No total, foram atingidos ao menos 8 mil prédios, entre os quais 640 são locais de importância histórica, segundo informou o Ministério da Cultura do Líbano

Vanessa Centamori Publicado em 14/08/2020, às 11h31

Imagem do Porto de Beirute após a explosão
Imagem do Porto de Beirute após a explosão - Divulgação/YouTube/Sky News/05.08.2020

A explosão que ocorreu em Beirute resultou no risco de desabamento de dezenas de edifícios históricos, segundo alertaram as autoridades libanesas. A ONU, de acordo com o jornal britânico The Guardian, prometeu liderar uma campanha internacional para recuperar a capital do Líbano.

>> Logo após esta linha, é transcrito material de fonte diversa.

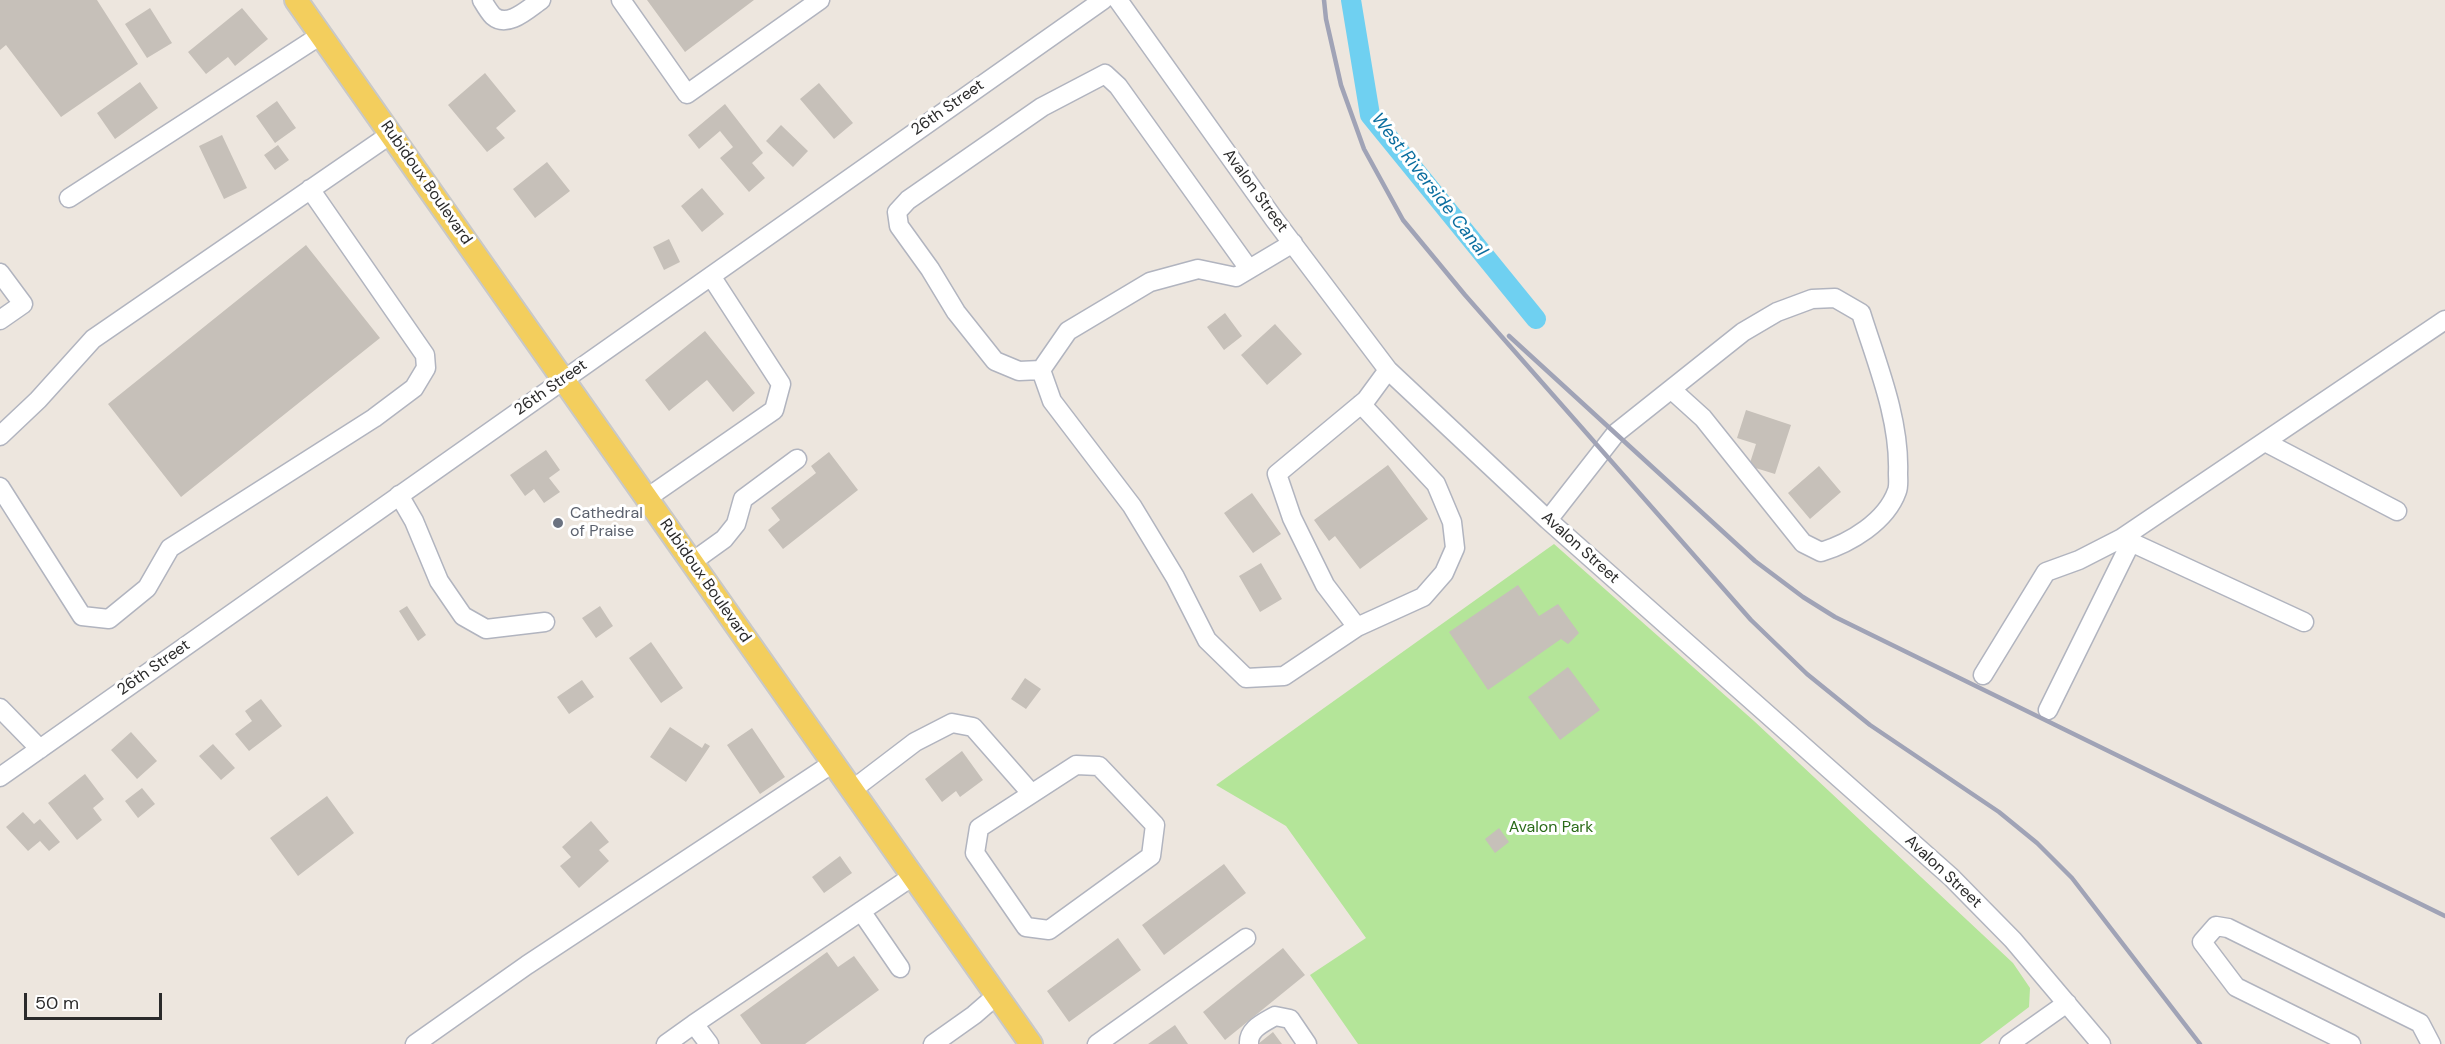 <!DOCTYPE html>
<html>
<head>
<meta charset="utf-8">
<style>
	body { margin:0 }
	#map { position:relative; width:2445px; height:1044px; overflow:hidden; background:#ede6de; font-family:"DM Sans",sans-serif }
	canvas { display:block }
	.scale { position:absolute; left:24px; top:993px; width:138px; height:27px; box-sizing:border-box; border:3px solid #2b2b2b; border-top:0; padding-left:8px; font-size:18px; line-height:21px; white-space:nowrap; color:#2b2b2b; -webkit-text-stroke:4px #fff; paint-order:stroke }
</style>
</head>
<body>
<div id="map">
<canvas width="2445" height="1044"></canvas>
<div class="scale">50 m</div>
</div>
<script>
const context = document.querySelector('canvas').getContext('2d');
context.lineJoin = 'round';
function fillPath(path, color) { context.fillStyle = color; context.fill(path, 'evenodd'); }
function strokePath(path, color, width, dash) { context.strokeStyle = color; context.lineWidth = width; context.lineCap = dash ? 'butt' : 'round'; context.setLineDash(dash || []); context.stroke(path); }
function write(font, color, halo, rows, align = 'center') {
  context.font = font + ' "DM Sans",sans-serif'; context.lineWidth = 6; context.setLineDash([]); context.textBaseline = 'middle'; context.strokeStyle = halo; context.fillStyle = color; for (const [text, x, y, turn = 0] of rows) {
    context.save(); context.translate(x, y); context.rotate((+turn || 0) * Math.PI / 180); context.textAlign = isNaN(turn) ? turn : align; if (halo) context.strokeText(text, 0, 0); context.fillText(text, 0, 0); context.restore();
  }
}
fillPath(new Path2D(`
	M1554 544 1754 721 2013 963 2030 988 2029 1007 1980 1044H1358L1310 975 1366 938 1286 826 1216 785Z`), '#b4e599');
strokePath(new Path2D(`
	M1351 0 1370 115 1536 319`), '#6fd0f1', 20);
fillPath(new Path2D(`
	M0 0H97L138 64 61 117 6 45 0 50Z
	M647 0H754L685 52Z
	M150 8 172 43 147 58 125 24Z
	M242 8 268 39 235 66 228 57 206 74 188 52Z
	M485 73 516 111 496 128 505 138 487 152 448 105Z
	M140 82 158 108 115 139 97 113Z
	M819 83 853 123 834 139 800 99Z
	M277 101 296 128 275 143 256 116Z
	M725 104 763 153 752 163 765 178 749 192 720 158 733 147 720 131 699 149 688 135Z
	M781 125 808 151 793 167 766 141Z
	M222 135 247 188 224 199 199 146Z
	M278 145 289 160 275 170 264 155Z
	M547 162 570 191 535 218 513 189Z
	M702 188 724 214 702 232 681 206Z
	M669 239 680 262 664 270 653 247Z
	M306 245 380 338 181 497 108 404Z
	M1225 313 1242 336 1224 350 1207 327Z
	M1275 324 1302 354 1267 385 1241 355Z
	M705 331 755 393 733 412 707 380 669 411 645 380Z
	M1746 410 1791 425 1775 474 1749 466 1756 444 1737 438Z
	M546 450 560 470 549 478 560 492 544 503 534 489 525 496 510 475Z
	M829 452 858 490 783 549 768 530 780 520 771 508 816 473 811 466Z
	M1388 465 1428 519 1360 569 1335 536 1329 541 1314 520Z
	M1819 466 1841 492 1810 519 1788 493Z
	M1252 493 1281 534 1253 553 1224 513Z
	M1261 563 1282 599 1260 612 1239 576Z
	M1518 585 1539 616 1558 604 1579 633 1568 644 1561 639 1488 690 1449 632Z
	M407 606 426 635 418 641 399 611Z
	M600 606 613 626 596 638 582 618Z
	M651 642 683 688 661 703 629 658Z
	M1568 667 1600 710 1560 740 1528 697Z
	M1025 678 1041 689 1026 709 1011 699Z
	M582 680 594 697 569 714 557 697Z
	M261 699 282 726 249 751 235 734 252 721 245 711Z
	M670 727 702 748 705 743 710 746 686 782 650 757Z
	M752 728 785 777 760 794 727 745Z
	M131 732 157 761 137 779 111 750Z
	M213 744 235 768 221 780 199 756Z
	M962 751 983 780 960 797 956 791 942 802 925 779Z
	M85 774 104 799 93 808 102 820 77 840 48 803Z
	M142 788 155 804 138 818 125 801Z
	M327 796 354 833 298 876 270 838Z
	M23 812 34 824 40 819 60 842 49 851 40 841 28 851 6 827Z
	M591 821 609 842 599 850 609 861 579 888 560 866 571 857 562 847Z
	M1499 828 1509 842 1495 853 1485 839Z
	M840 856 852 873 824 893 812 877Z
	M1224 864 1246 893 1164 955 1142 925Z
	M1118 938 1141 970 1069 1022 1047 991Z
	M1283 948 1305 975 1225 1040 1203 1012Z
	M827 952 838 967 854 956 879 990 805 1044H761L740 1015Z
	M1175 1025 1188 1044H1148Z
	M1273 1032 1282 1044H1258Z`), '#c6c0b9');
const minor = new Path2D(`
	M482 0C485 5 489 12 493 16 508 29 529 8 541 0
	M621 0 687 94 820 0
	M1118 0 1274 219 1388 370 1548 520 1951 877 2013 940 2101 1044
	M69 198 321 35
	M1293 243 1236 277 1198 269 1150 282 1068 331 1041 370 1052 401 1132 506 1175 577 1207 640 1246 678 1284 676 1357 627
	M0 273 23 304 0 320
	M1041 370 1019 371 995 361 956 312 930 269 899 226 897 212 908 200 1042 107 1105 74 1118 86 1249 269
	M1361 404 1436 484 1452 522 1455 548 1444 573 1423 597 1357 627 1325 585 1292 518 1277 474 1366 400 1388 370
	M0 436 38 400 93 339 391 134
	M2265 442 2397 511
	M0 487 82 616 109 619 147 588 170 548 374 418 414 388 426 368 425 355 310 189
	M399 495 414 521 439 581 463 616 486 629 545 622
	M647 498 774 410 781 384 711 276
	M1548 520 1616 433 1743 332 1777 312 1812 299 1835 298 1861 313C1877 364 1900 419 1898 473 1898 479 1899 486 1897 491 1886 522 1850 543 1821 552L1803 543 1703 418 1672 390
	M2122 538 2304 622
	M692 562 724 539 736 524 743 499 797 459
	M1983 675 2046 572 2079 560 2122 538 2445 320
	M0 708 40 749
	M2048 710 2131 542
	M1076 765 1099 766 1155 825 1151 856 1049 930 1026 927 975 853 979 828Z
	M0 777 1103 0
	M852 790 915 742 952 723 973 727 1031 793
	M861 911 900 968
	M415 1044 527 965 833 763
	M666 1044 694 1024
	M709 1044 694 1024 913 876
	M933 1044 974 1015 997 995
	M1097 1044 1246 938
	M1249 1044C1248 1029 1263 1023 1275 1016L1290 1019 1307 1044
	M2009 1044 2067 1003
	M2351 1044 2236 987 2202 942 2216 926 2228 928 2420 1023 2431 1044`);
const major = new Path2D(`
	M296 0 1031 1044`);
strokePath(minor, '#b1b4bf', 21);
strokePath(major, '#c8c8c8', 26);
strokePath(minor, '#fff', 18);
strokePath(major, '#f3ce5d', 22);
strokePath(new Path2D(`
	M1324 0 1326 19 1341 85 1364 149 1403 220 1465 295 1751 620 1807 674 1870 725 1999 812 2037 843 2072 878 2200 1044
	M1509 336 1755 561 1803 597 1835 617 2445 916`), '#a0a3b6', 4.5);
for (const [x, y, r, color] of [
	[558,523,6,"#6b7280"]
]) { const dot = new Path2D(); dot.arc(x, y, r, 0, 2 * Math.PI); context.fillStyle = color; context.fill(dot); strokePath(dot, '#fff', 2); }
write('16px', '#2b2b2b', '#fff', [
	["26th Street",948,108,-35],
	["Rubidoux Boulevard",426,183,55],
	["Avalon Street",1255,191,54],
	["26th Street",551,388,-35],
	["Avalon Street",1580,548,42],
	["Rubidoux Boulevard",705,581,55],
	["26th Street",154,668,-35],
	["Avalon Street",1943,872,43]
]);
write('16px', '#5b616d', '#fff', [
	["Cathedral",570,514],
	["of Praise",570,532]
], 'left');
write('16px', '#2b6b19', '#fff', [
	["Avalon Park",1551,828]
]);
write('italic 18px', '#0b6e9f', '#fff', [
	["West Riverside Canal",1429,185,52]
]);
</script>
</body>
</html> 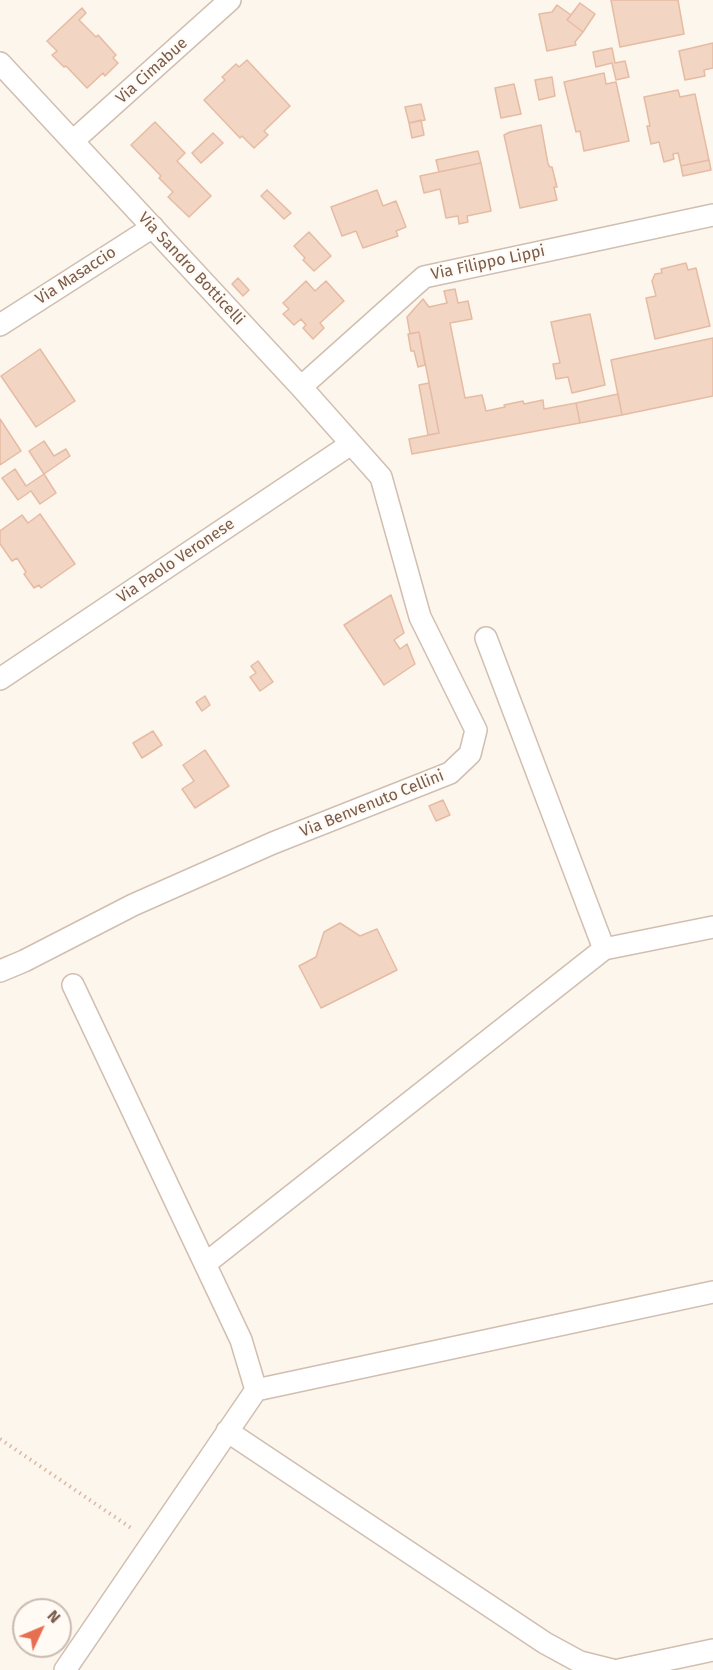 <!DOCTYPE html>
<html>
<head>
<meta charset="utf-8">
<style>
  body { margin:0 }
  #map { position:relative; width:713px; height:1670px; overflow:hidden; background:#fdf6ec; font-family:"Fira Sans",sans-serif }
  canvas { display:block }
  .north { position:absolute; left:12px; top:1598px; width:60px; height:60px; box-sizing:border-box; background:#fffaf3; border:2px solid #cabbb1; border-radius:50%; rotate:46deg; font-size:16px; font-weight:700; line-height:24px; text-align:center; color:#7a5c4d }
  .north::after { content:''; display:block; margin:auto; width:21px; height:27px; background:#e76f51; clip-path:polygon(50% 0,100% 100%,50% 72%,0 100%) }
</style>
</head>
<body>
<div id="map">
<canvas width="713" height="1670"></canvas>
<div class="north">N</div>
</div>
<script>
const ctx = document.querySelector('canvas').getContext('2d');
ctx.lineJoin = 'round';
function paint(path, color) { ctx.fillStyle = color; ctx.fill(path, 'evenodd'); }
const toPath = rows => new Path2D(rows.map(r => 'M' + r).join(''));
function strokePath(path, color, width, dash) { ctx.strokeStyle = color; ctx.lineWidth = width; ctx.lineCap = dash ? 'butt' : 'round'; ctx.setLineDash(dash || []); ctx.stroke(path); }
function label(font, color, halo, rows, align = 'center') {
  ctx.font = font + ' "Fira Sans",sans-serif'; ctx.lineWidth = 4.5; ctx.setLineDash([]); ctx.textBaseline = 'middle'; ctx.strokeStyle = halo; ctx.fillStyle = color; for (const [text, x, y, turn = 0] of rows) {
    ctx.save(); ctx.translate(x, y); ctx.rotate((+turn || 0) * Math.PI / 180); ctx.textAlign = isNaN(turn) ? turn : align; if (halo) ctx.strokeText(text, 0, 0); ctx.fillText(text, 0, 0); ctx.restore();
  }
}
const building = toPath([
  [611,0,678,0,684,34,620,47,611,0],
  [580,3,595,14,583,32,567,20,580,3],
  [557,5,571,15,567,20,583,32,575,42,576,45,547,51,539,14,552,12,557,5],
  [82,8,86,13,79,20,96,37,98,35,116,55,113,58,118,63,105,76,103,73,87,88,66,66,64,67,52,55,57,51,47,41,82,8],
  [713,43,713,68,704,70,705,76,685,80,679,51,713,43],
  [612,48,615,63,625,61,629,77,616,80,612,63,596,67,593,52,612,48],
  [247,60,290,106,264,131,268,135,254,148,242,136,240,138,204,100,225,80,222,77,236,64,239,67,247,60],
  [604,73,606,84,616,82,629,141,584,151,580,131,576,132,564,82,604,73],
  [552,77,555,96,539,100,535,80,552,77],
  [514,84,521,114,501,118,495,88,514,84],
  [678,90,680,97,695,94,709,160,681,166,678,153,673,154,674,159,664,162,659,142,651,144,647,126,650,126,644,97,678,90],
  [421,104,425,120,409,123,405,107,421,104],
  [421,120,424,135,412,138,409,123,421,120],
  [155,122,185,153,177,161,211,196,189,217,168,197,173,192,159,178,161,176,131,145,155,122],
  [541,125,548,164,550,167,552,167,557,187,554,187,557,200,520,208,504,135,510,132,541,125],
  [213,133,223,143,201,163,192,153,213,133],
  [478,151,481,163,439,172,436,160,478,151],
  [709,160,711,170,683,176,681,166,709,160],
  [481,163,491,211,467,216,468,222,459,224,458,216,446,218,440,189,424,193,420,176,481,163],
  [267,190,291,213,284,219,261,196,267,190],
  [377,190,383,206,396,201,406,227,396,231,398,236,363,248,356,231,342,236,331,207,377,190],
  [309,232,331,256,314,271,303,260,305,258,294,246,309,232],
  [686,263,688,270,696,268,710,326,655,339,646,298,656,296,652,281,655,274,662,273,661,269,686,263],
  [238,278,249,290,243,296,232,284,238,278],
  [306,281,315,291,326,281,344,301,320,323,324,328,313,339,303,328,306,325,301,319,294,325,283,314,289,309,283,303,306,281],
  [455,289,458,303,468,301,472,319,450,323,465,398,482,395,486,411,505,407,504,405,523,401,524,404,543,400,544,409,576,403,580,423,412,454,409,439,439,433,419,332,410,334,407,317,423,299,429,307,447,303,444,291,455,289],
  [590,314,605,385,572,393,568,377,556,379,553,364,560,363,551,322,590,314],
  [419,332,425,365,418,367,414,351,411,351,408,334,419,332],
  [713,338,713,396,622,415,611,360,713,338],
  [40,349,75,401,36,427,1,376,40,349],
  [429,383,439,433,428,435,419,385,429,383],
  [618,394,622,415,580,423,576,403,618,394],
  [0,419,21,451,0,465,0,419],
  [44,441,54,456,66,449,70,456,44,474,29,451,44,441],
  [15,469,26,486,44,474,56,493,40,504,31,491,18,500,2,478,15,469],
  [40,514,75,564,41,588,39,585,34,588,24,574,26,572,17,558,12,561,0,544,0,531,22,515,28,523,40,514],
  [391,595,404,633,394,640,400,649,407,644,415,664,384,685,344,625,391,595],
  [258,661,273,682,260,691,250,677,256,673,251,666,258,661],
  [205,696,210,705,202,711,196,702,205,696],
  [153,731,162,745,142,758,133,743,153,731],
  [205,750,229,786,195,808,182,789,194,781,183,765,205,750],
  [443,800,450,815,436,821,429,806,443,800],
  [340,923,360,936,377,929,397,970,321,1008,299,966,316,957,324,932,340,923]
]);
const path = toPath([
  [0,1439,134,1530]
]);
const street = toPath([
  [0,63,301,387,381,477,420,617,476,730,470,754,450,773,273,843,133,905,24,961,0,971],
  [73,141,230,0],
  [0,325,153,227],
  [301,387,424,277,713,215],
  [0,679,351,444],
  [604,949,713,927],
  [205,1264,604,949,486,638],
  [256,1390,713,1292],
  [227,1431,545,1643,580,1662,612,1670],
  [65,1670,256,1390,241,1340,73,985],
  [619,1670,713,1650]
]);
const streetNames = [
  ["Via Cimabue",152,71,-42],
  ["Via Filippo Lippi",488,263,-12],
  ["Via Sandro Botticelli",191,269,47],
  ["Via Masaccio",76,276,-33],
  ["Via Paolo Veronese",176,561,-34],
  ["Via Benvenuto Cellini",372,804,-22]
];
paint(building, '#f3d5c3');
strokePath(building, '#e6bba3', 1.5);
strokePath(street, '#d1beb0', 24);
strokePath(path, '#d9b8a5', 4, [1.5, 4.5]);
strokePath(street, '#fff', 21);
label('16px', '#7a5c4d', '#fffaf3', streetNames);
</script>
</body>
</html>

O veículo divulgou um anúncio feito pelo diretor-geral de antiguidades do Ministério da Cultura do Líbano, Sarkis Khoury. Segundo o representante, ao menos 8 mil prédios foram afetados nos bairros de Gemayzeh e Mar Mikhael. Entre esses, 640 edifícios são históricos — e 60 desses últimos correm o risco de desabar. 

Entretanto, segundo a Unesco, outros locais de relevância histórica também foram comprometidos quando as mais de 2,7 mil toneladas de nitrato de amônio causaram a explosão da região portuária. Entre eles, estão o bairro Achrafieh, onde fica o Museu Sursock; e ainda as regiões que abrigam o Museu Nacional e o Museu Arqueológico da Universidade Americana de Beirute.

“A comunidade internacional enviou um forte sinal de apoio ao Líbano após esta tragédia”, anunciou Ernesto Ottone Ramirez, diretor-geral assistente da cultura da agência da ONU. “A Unesco está empenhada em liderar a resposta no campo da cultura, que deve ser uma parte fundamental de esforços mais amplos de reconstrução e recuperação.”